Understanding stencil buffer and masking

In the Stencil Testing tutorial on Learn OpenGL, I’m having trouble understanding how the use of glStencilFunc() and glStencilMask() can be used draw only around the borders of an object (like a highlighting effect).

From what I know about stencil buffers so far, a stencil buffer with only 0s could look like this on a 4x4 pixel screen, with the given drawing code:


glStencilOp(GL_KEEP, GL_KEEP, GL_REPLACE);
glStencilFunc(GL_ALWAYS, 1, 0xFF);
glStencilMask(0xFF); //0xFF would be new stencil value on stencil test success

glDisable(GL_DEPTH_TEST); //would also mean depth test always passes 
glDrawArrays(<center 4 pixels>);

0000 0000 0000 0000
0000 0xFF 0xFF 0000
0000 0xFF 0xFF 0000
0000 0000 0000 0000

I’d be interested in drawing a different color object on the pixels with only a “0000” value in the stencil buffer. Based on the tutorial, I could just call glDrawArrays() to draw across all the pixels, and the stencil buffer code below should discard the center 4 pixel fragments.


glStencilOp(GL_KEEP, GL_KEEP, GL_REPLACE);
glStencilFunc(GL_NOTEQUAL, 1, 0xFF);
glStencilMask(0x00); //on stencil success or fail, no stencil values will be changed

glDisable(GL_DEPTH_TEST);
glDrawArrays(<draw to the entire 4x4 pixel screen>);

Doing glStencilFunc for a stencil value of 0xFF in the stencil buffer doesn’t seem to discard the fragment though when I think of the math behind it (though the code output in the tutorial shows discarding). From the docs to glStencilFunc, the stencil test would be like this with the arguments above:

func=GL_NOTEQUAL, ref=1, mask=0xFF, stencil=0xFF (since the stencil value is 0xFF)
(ref & mask) != (stencil & mask) —> (1 & 0xFF) != (0xFF & 0xFF) —> 1 != 0xFF —> stencil test passes

I feel like this would make sense and the fragments would be drawn where the stencil value is 0xFF, but the tutorial output shows pixels being drawn like only where the stencil buffer values are 0 I think (hence the highlighting effect). Is there something wrong with my logic with the stencil buffer, maybe in the first or second drawing code? I feel like I summarized the code right from the tutorial.

glStencilOp(GL_KEEP, GL_KEEP, GL_REPLACE);

In this, GL_REPLACE(Stencil pass & Depth pass) will replace old stencil value to Reference value.
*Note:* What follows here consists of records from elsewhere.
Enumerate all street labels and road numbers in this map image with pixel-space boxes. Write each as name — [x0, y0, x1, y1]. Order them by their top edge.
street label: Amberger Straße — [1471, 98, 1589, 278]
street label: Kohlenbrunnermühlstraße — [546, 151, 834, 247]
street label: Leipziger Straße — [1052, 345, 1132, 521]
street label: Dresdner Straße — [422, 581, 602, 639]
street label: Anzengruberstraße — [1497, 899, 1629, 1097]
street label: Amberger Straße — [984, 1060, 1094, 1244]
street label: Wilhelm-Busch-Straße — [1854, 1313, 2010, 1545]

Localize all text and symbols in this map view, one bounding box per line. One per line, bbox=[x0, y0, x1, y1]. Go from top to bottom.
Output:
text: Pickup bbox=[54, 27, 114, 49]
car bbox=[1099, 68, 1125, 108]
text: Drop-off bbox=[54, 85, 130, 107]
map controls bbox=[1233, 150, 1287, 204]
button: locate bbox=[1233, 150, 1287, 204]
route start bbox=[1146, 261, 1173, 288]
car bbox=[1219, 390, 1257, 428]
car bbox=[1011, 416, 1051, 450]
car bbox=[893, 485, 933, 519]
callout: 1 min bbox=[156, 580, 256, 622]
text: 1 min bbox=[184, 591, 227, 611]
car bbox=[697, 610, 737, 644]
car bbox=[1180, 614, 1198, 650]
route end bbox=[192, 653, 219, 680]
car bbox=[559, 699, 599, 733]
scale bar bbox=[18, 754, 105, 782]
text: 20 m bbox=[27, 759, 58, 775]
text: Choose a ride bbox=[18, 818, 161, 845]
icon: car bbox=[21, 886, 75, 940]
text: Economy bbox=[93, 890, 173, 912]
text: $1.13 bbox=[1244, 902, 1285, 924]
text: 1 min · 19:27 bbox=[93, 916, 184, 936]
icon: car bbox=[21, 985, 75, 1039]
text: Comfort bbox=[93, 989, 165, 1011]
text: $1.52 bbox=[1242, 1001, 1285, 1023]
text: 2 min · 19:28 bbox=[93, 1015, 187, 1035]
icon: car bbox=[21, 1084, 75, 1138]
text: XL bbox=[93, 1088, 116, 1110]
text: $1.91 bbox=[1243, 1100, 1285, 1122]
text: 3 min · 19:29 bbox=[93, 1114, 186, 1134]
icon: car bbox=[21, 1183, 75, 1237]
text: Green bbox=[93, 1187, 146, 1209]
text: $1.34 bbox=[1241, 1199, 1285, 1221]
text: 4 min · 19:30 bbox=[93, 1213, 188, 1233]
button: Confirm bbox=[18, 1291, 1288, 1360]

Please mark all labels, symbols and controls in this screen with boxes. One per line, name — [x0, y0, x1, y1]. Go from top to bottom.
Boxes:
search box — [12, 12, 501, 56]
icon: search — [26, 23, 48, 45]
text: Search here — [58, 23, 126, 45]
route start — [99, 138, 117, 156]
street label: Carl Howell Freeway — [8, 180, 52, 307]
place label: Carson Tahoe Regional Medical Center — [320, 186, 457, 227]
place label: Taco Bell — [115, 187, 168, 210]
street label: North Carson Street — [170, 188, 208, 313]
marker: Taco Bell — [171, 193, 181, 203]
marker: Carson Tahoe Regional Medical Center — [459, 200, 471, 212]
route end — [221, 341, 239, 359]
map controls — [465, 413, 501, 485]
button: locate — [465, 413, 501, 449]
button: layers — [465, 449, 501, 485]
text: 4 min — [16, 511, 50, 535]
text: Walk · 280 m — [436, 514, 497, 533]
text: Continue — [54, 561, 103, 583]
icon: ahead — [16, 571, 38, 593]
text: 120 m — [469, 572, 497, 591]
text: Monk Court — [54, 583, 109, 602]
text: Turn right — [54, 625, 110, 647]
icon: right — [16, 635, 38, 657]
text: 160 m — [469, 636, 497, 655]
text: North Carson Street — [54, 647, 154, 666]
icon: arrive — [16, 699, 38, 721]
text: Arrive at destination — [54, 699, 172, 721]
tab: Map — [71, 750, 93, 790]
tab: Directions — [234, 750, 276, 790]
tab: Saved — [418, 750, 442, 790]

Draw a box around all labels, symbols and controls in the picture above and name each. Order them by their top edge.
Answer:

glStencilFunc(GL_ALWAYS, 1, 0xFF);
Ref Value: 1
Mask: 0xFF

so after rendering your first fragment your stencil plane will become:

0x00 0x00 0x00 0x00
0x00 0x01 0x01 0x00
0x00 0x01 0x01 0x00
0x00 0x00 0x00 0x00

Then Second fragment calculation:
(ref & mask) != (stencil & mask) —> (1 & 0xFF) != (1 & 0xFF) —> 1 != 1 —> stencil test fails.

That makes sense. Looks like I got the first drawing code wrong. The docs in glStencilOp say GL_REPLACE means replace the stencil value with ref, like you said. Thanks!